Unpredictable mistakes teach if someone is open to pausing and sitting in that destabilized space. I can do a lot of things. By fully immersing myself into learning and doing, the value gained is the perspective, and I have many. That is something to be grateful for.
Sharing My Writing
The act of constructing this communication for you deepens my understanding and clarifies this moment of change I’m going through. I wouldn’t have refined this new perspective without trying to connect here. Lingering in this reflection allowed more pieces of my personal puzzle to click into place.
I don’t often share my writing publicly, but when I do, the interactions that result help me move forward. They mean something to me. Thank you. The reason why I’m posting today is to share with you the difficulties I’ve had around completing projects when I couldn’t see without heavy eye strain. You’ve probably had something throw you off track, too. Did it create a surprising opportunity or revelation?
To me, the surprising realization is that thanks to my eye strain issues, I am able to free myself of my past painterly identity without regret—who could’ve seen that coming? I guess not having a crystal ball revealing life’s secrets isn’t such a bad thing. This butterfly feeling in my gut is pretty nice, and the lightness of it is also pretty great.

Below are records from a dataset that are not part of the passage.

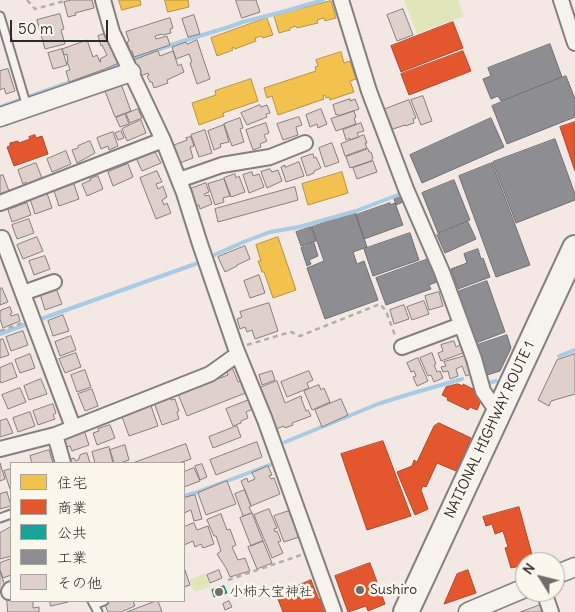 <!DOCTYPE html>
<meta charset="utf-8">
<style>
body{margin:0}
#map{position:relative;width:575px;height:612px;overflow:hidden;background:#f3e8e3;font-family:Delius,"Klee One",sans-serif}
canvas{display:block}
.legend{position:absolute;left:10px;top:462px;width:175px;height:140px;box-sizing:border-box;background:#fbf7ec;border:1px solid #a8a59f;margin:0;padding:6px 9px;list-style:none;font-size:15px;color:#2b2b2b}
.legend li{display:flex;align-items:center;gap:10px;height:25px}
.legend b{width:25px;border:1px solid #a8a59f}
.north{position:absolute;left:515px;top:552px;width:50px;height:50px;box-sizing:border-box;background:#fbf7ec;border:1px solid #a8a59f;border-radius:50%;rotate:306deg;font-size:14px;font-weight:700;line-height:20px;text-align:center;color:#2b2b2b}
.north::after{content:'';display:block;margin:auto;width:18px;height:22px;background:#716d6b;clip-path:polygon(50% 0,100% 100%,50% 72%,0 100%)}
.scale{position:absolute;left:10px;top:20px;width:98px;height:22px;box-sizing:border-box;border:2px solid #2b2b2b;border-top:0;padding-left:6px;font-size:15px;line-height:18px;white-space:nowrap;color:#2b2b2b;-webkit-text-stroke:4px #fbf7ec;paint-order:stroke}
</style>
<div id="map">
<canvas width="575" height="612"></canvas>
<ul class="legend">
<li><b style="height:14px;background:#f2c14e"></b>住宅</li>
<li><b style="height:14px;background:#e4572e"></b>商業</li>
<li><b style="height:14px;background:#17a398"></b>公共</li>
<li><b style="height:14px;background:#8d8d92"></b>工業</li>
<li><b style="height:14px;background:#dfd0cc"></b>その他</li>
</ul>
<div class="north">N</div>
<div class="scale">50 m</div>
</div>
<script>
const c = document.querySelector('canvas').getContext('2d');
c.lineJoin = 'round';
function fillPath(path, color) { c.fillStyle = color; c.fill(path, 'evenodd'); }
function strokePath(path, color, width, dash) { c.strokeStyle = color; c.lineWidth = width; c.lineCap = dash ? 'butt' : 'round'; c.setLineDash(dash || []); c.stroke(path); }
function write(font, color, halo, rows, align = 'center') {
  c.font = font + ' Delius,"Klee One",sans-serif'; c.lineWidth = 5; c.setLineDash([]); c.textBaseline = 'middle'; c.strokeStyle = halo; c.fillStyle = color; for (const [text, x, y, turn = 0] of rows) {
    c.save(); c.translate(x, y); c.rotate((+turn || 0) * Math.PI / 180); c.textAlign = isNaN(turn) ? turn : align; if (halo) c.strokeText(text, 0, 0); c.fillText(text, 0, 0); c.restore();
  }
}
fillPath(new Path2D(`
 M404,0h54l6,16 -47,18z
 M205,573l5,14 -16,5 -5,-12z`), '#e1e6ba');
const homes = new Path2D(`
 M119,0h21l1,5 -19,5z
 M165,0h23l1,7 -21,5z
 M331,1l5,17 -11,3 -1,-3 -7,2 1,3 -21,5 -1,-2 -6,2v2l-11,3 -5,-17z
 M267,18l6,17 -10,3 -1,-2 -7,2 1,3 -21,8 -1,-2 -2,1 1,2 -16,6 -6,-18z
 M341,52l3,11 6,-2 6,18 -6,2 4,11 -24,8 -1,-3 -3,1 -1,-3 -2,1 1,3 -46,16 -6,-19 -5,2 -3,-10 52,-17 -1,-4 3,-1 -2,-6z
 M251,79l7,22 -35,12 1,3 -25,9 -7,-22 24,-8 -1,-4z
 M342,172l6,21 -40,12 -6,-21z
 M278,237l18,53 -23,8 -9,-26h-2l-4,-11h3l-5,-16z`);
fillPath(homes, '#f2c14e');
strokePath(homes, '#b69444', 1);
const shops = new Path2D(`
 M453,22l10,26 -62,24 -10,-26z
 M463,51l8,20 -62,24 -8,-21z
 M575,122v49l-15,-44z
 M35,135l1,3 6,-2 6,18 -34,12 -7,-19 3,-1v-3l8,-2 1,2 11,-4 -1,-2z
 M458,384l5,2v-2l14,7 4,10 -4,9 -7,-3 -2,3 -21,-10 1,-2 -6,-3 4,-8z
 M439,423l32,15 -15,33 -19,-8 -11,24 -3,-1 -2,4 7,19 -13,6 -18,-43 15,-6 2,-6 3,2 17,-36z
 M383,441l28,75 -44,14 -26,-76z
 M519,507l15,55h-9v3l-14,3 -6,-20 3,-1 -5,-16 -8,3 -3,-10 -6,2 -3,-9z
 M370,563l15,41 -17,7 -2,-5 -18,6 -13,-36z
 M468,570l8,23 -32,11 13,-30z
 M311,580l8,20 2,-1 6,13h-44l-5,-13 10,-5 2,4 4,-2 -3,-7z`);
fillPath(shops, '#e4572e');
strokePath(shops, '#ac4a2d', 1);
const public = new Path2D(`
 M224,586l3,7 -13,4 -2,-7z`);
fillPath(public, '#17a398');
strokePath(public, '#1d7f77', 1);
const industry = new Path2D(`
 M550,44l12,33 -61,24 -3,-5 -7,3 -8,-20 8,-3 -3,-8z
 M566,76l9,23v18l-68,27 -15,-38z
 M491,118l13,29 -82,36 -12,-28z
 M555,139l20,55v6l-59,23 -23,-61z
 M492,163l38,102 -34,12 -37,-101z
 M454,180l16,40 -32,13 -16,-40z
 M403,196l2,5 -9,4 -2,-6z
 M390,203v2l5,-2 8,22 -39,14 -8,-24z
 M355,212l12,35 -14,5 4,12 7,-3 14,39 -53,19 -18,-51 17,-7 -12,-34z
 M468,222l8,17 -31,14 -8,-18z
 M311,227l5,14 -15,5 -5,-14z
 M410,233l9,27 -46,16 -9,-27z
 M314,243l4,13 -9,4 2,4 -4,2 -6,-18z
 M478,249l3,10 2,-1 7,19 -32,12 -7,-20 16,-6 -3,-9z
 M431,258l8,23 -10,4 2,4 -45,16 -10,-27z
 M487,281l18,51 -29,11 -19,-51z
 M507,335l4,13 -11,23 -13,4 -10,-30z`);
fillPath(industry, '#8d8d92');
strokePath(industry, '#707073', 1);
strokePath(new Path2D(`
 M131,59l52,-18 46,-14 14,-5 43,-11 37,-11
 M31,96l90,-32
 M0,107l20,-7
 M212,256l34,-15 24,-9 29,-5 57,-16 47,-18
 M41,319l157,-56
 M0,334l27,-10
 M559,356l16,-6
 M488,383l8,-2
 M285,442l93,-38 25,-8 59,-17
 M184,496l11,-3 80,-30 1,2`), '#a7cce4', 4);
const building = new Path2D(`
 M72,0h20l2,8 -19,5 1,2 -8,2 -4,-15z
 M236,0h20l4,12 -18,6z
 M403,9l10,26 -16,6 -10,-26z
 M60,14l4,15 -3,1 4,14 -20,5 -8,-29z
 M194,15l6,19 -12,3 -6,-18z
 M170,18l3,10 -3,1 1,4 -8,2 -1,-1 -7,2 1,3 11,-3 3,9 -36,12 -2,-6h-2l-3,-9 2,-1 -3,-9z
 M107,33l16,28 -18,8 -36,13 -3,-11 4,-1 -3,-9h1l-1,-7 -3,1 -2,-6 25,-9 6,17 4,-2 3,7h1l-1,-3 7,-4 -5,-10 -1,1 -3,-10z
 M197,40l13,39 -13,5 -7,-21 2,-1 -3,-8 -13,5 -4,-12 14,-5 1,2z
 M62,49l5,16 -14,4 -5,-16z
 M158,51l2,5 13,-5 5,15 3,-2 3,8 -17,8 1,3 -14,5 -2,-6h-2l-3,-6 2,-1 -1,-2 -10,4 -6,-16z
 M8,69l7,22 -9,3 -2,-6 -4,2v-19z
 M121,84l10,27 -16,6 -10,-26z
 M423,96l9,25 -11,4 -10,-25z
 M350,99v2l5,-2 4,10 -20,7 -1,-2 -2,1 -3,-10z
 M409,100l7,18 -3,1 1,4 -9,3v-1l-15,5 -7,-20z
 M260,105l1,2 6,-2 3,8 -4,1 1,3 -20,8 -6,-12z
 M138,109l4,9 -12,5 -4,-9z
 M321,109l6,15 -9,4 -1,-4 -7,3 -4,-12z
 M354,111l2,6 -2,1 2,6 -20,7 -5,-12z
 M125,114l4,10 -9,3 -4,-9z
 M299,117l3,8 -6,2 2,8 -15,5 -6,-16z
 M240,118l3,10 -3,1 4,13 -12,4 -8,-22z
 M141,120l5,13 -19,8 -5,-12z
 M266,123l3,10 -5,2 3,6 -7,3 1,3 -8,3 -7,-20z
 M361,123l3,8 -7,2 2,4 -9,3v-2l-4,2 -3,-10z
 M224,125l5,17 -9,2 1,3 -7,3 -6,-19z
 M205,130l7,23 -13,4 -8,-22z
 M121,131l3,7 -6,2 -3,-7z
 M113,132l5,14 -9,4 -1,-4 -7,3 -4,-11z
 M364,135l3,8h-2l2,5 -22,8 -4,-12z
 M191,137l3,9 -4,1 3,11 -13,5 -6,-18 13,-5 -1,-2z
 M90,141l5,12 -18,10 -5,-13 6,-2v-2z
 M332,143l7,19 -14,5 -6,-19z
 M368,149l1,3h2l2,6 -2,3 -21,7 -4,-11z
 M154,150l7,13 -19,8 -6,-13z
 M66,151l5,13 -19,8 -5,-13z
 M313,154l1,4 2,-1 5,11 -7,3v2l-7,3 -6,-18z
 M373,161l4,11 -20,7 -4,-11z
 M299,162l5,14 -18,6 -5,-15 4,-2v2z
 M36,163l6,15 -8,3 1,2 -8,3 -1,-4 -3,2 -5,-14z
 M128,164l5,13 -20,9 -5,-14z
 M270,169l2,3 6,-2 4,11 -15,7 -6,-16z
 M157,171l5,11 -6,2 2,5 5,-3 4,11 -5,3 2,5 3,-2 4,10 -15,6 -16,-41z
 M252,172l1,4 6,-2 5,13 -15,6 -6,-18z
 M235,174l1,4 3,-2 6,16 -14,5 -7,-19z
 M3,175l6,16 -9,3v-18z
 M98,176l5,13 -16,7 -5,-12 9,-4 -1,-1z
 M224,179l6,17 -7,2 1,4 -9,3 -7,-21z
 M206,183l3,9 -5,2 1,2 4,-1 3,9 -12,5 -1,-4 -3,1 -6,-17z
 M74,184l5,15 -20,7 -5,-15z
 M295,187l3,13 -80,22 -3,-13z
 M47,193l5,15 -17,6 -5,-15z
 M27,203l4,12 -19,7 -4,-12z
 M29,219l5,14 -17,6 -5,-14z
 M37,237l6,14 -20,8 -6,-14z
 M245,246l5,13 -13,6v1l-12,6 -7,-15z
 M45,256l5,13 -16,6 -5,-14z
 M259,275l6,18 -15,5 -6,-17z
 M2,288l6,14 -8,3v-16z
 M56,288l6,16 -17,6 -5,-16z
 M439,292l4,14 -14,4 -4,-14z
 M424,301l5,13 -17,6 -5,-13z
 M269,303l9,28 -23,8 -3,-9 -5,2 -2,-5 -5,2 -3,-10 5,-2 -2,-5z
 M404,305l5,14 -15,5 -4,-14z
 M10,307l2,6 -2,1 1,2 7,-2 2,7 -17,7 -3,-9v-8z
 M63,315l6,16 -16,5 -5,-15z
 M23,331l5,14 -17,6 -5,-14z
 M71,336l5,14 -16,6 -5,-14z
 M3,339l6,16 -9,3v-18z
 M454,341l2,6 4,-2 3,8 -22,8 -3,-8 5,-2 -2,-6z
 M76,353l5,14 -16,6 -6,-14z
 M432,353l4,11 -2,1 3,7 3,-1 3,7 -9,4 -3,-7 -3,1 -8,-18z
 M30,354l5,14 -15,5 -5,-13z
 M575,354v40l-24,7 -2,5 -11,-6 19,-40z
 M465,356l6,18 -5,2 -4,-10 -6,3 2,7 -8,3 -2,-8 -5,1 -2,-5 5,-1 -2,-4z
 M418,358l10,23 -11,5 -4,-9 3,-1 -2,-5 -3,1 -4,-9z
 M12,363l5,14 -16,6 -1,-3v-12z
 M232,367l6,15 5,-2 5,12 -61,24 -9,-22 50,-19 -2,-6z
 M85,370l6,17 -14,5 -6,-17z
 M272,371l3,9 -13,5 -3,-10z
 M309,371l4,9 -6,3 2,5 -22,9 -6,-15z
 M41,379l6,15 -18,6 -5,-14z
 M277,381l8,22 16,-7 1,2h-1l5,13 2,-1 3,6 -19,7 1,2 -8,3 -1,-2 -8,3 -8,-23 -4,2 -7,-19z
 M319,385l2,5 3,-2 6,14 -18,8 -8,-19z
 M20,388l6,14 -18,7 -6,-14z
 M92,389l6,17 -13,5 -7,-17z
 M169,396l2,4 4,-1 4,12 -2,1 2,7 -17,6 -8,-23z
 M341,399l7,16 -26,12 -7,-17z
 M249,400l4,9 -7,3 2,6 -7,3v2l-8,3 -7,-17z
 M150,403l8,23 -29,10 -8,-22z
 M53,404l3,9 -3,2 2,4 -17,6 -5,-14z
 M30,412l5,14 -17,6 -5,-14z
 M7,419l6,14 -13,4v-16z
 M110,425l5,13 -18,7 -4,-12 6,-2 -1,-2z
 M237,426l4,11 -28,11 -4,-11z
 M84,430l5,15 -17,6 -2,-5 -4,1 -3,-10z
 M257,442l5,15 -46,18 -6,-15z
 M186,444l5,15 -12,4h-46z
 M125,445l4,15 -9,3h-6l-4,-13z
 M109,447l4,16h-18l-3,-11z
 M49,450l4,13h-21l-2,-7z
 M87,453l3,10h-21l-1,-3 6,-2 2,3 3,-2 1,-4z
 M0,463l5,16 -5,2z
 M202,464l5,13 -7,3 -5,-14z
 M268,466l4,9 -3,1 2,3 3,-1 6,16 -29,12 -10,-25 6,-3 1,4 7,-3 -3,-6z
 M194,468l6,13 -16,6v-15z
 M11,469v23l-7,-21z
 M227,481l9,23 -30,11 -8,-22z
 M245,490l6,16 -2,1 3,6 -9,3 -8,-22z
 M7,492l4,14 -11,3v-15z
 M195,495l7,24 -8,2 -3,-11 -7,3v-15z
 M269,509l8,19 -3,1 1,3 2,-1 4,10 -3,1 5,11 -11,5 -18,-43z
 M289,511l10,26 -15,5 -10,-26z
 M252,513l11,28 -12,5 -11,-28z
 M221,514l6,16 3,-1 6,16 -4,2 6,13 7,-2 5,13 -20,6 -4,-9 -9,-14 4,-3 -5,-15h-2l-7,-16z
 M194,523l3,7 11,-4 6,18 -11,4 -2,-4 -6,3 -2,-6 -9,4v-18z
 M11,527v29l-11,3v-26z
 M263,541l9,22 -15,6 -9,-22z
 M11,559v16l-8,3 -3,-8v-7z
 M184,567l6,18 -6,2z
 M219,570l3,8 -12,5 -3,-8z
 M0,571l6,18 -6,2z
 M7,596h4v5h22v7l6,-1v5h-31z
 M50,601h18v1l-17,4z
 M111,601h22l2,5 -14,6h-13l-4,-9z
 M156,601h2l4,11h-35z
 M229,601l3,6 -7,3 -2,-6z
 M540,605l2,7h-21z`);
fillPath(building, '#dfd0cc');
strokePath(building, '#85807e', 1);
const service = new Path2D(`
 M0,16l25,84
 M0,518l11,-4
 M92,601l6,11
 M94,605l10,-4`);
const minor = new Path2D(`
 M103,0l9,32 51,108 21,53 16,51 36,105 29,71 69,192
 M341,0l28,91 37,98 36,83 32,87 9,32 9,13 7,6
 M561,0l14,43
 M179,180l43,-15 48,-8 35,-14
 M0,203l163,-63
 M0,239l2,-1 71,189
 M23,293l31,-11
 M402,347l59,-22
 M55,435l8,28
 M0,449l55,-14 155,-61 28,-20
 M9,592l2,-3
 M544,592l7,20`);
const tertiary = new Path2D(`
 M0,117l131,-45
 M555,575l20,-8
 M468,612l57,-24`);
const trunk = new Path2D(`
 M406,612l169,-364`);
strokePath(service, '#85807e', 11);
strokePath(minor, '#85807e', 18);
strokePath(tertiary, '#85807e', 21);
strokePath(trunk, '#85807e', 28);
strokePath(new Path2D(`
 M27,0l8,9 33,-9
 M0,331l22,-8
 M247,345l40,-12 4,-1 9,4 80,-32 6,7 10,27
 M228,580l73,-25`), '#b1aeac', 2.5, [5, 4]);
strokePath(service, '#f6f3ef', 7);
strokePath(minor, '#f6f3ef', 14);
strokePath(tertiary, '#f6f3ef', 18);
strokePath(trunk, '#f6f3ef', 24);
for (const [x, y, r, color] of [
 [360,590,5,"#716d6b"],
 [219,592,5,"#716d6b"]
]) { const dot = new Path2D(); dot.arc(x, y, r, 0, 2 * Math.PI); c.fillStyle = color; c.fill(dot); strokePath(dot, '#fbf7ec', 2); }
write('14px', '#2b2b2b', '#fbf7ec', [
 ["NATIONAL HIGHWAY ROUTE 1",490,430,-65]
]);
write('14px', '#2b2b2b', '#fbf7ec', [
 ["Sushiro",370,590],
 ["小柿大宝神社",229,592]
], 'left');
</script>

Starting Fresh: The New Experiment
What I do know for sure, to begin fresh, all we need is the metaphorical lab coat and the intention to be engaged with this evolving experiment called life. Discoveries are the point. Doing the work, questioning our beliefs and needs from a changed perspective, can get us there.
We become more than we were because of having experienced challenges, intentionally and by chance, providing more substance so we can better connect with others and our environment.
When each day is spent and finished, the idea of searching for a greater meaning to life seems misguided. Finding meaning seems less about grand quests for power and fame, and more about how we actually lived, and what we chose to focus on.
We can spend our time exploring, learning, surviving, and contributing to our communities. That feels substantial to me. How we sculpt each day creates the meaning of our lives.
I’m really excited about what comes next because I have absolutely no idea.
About Me
As an abstract and figurative painter, I explored human transformation, emotional space, and the invisible architecture between movement and stillness, visibility and absence. My layered approach included Abstract Expressionism, Minimalist Abstraction, and Contemporary Narrative. My work conveyed identity, transformation, and embodied experience—the emotional and physical in-between of abstraction and realism.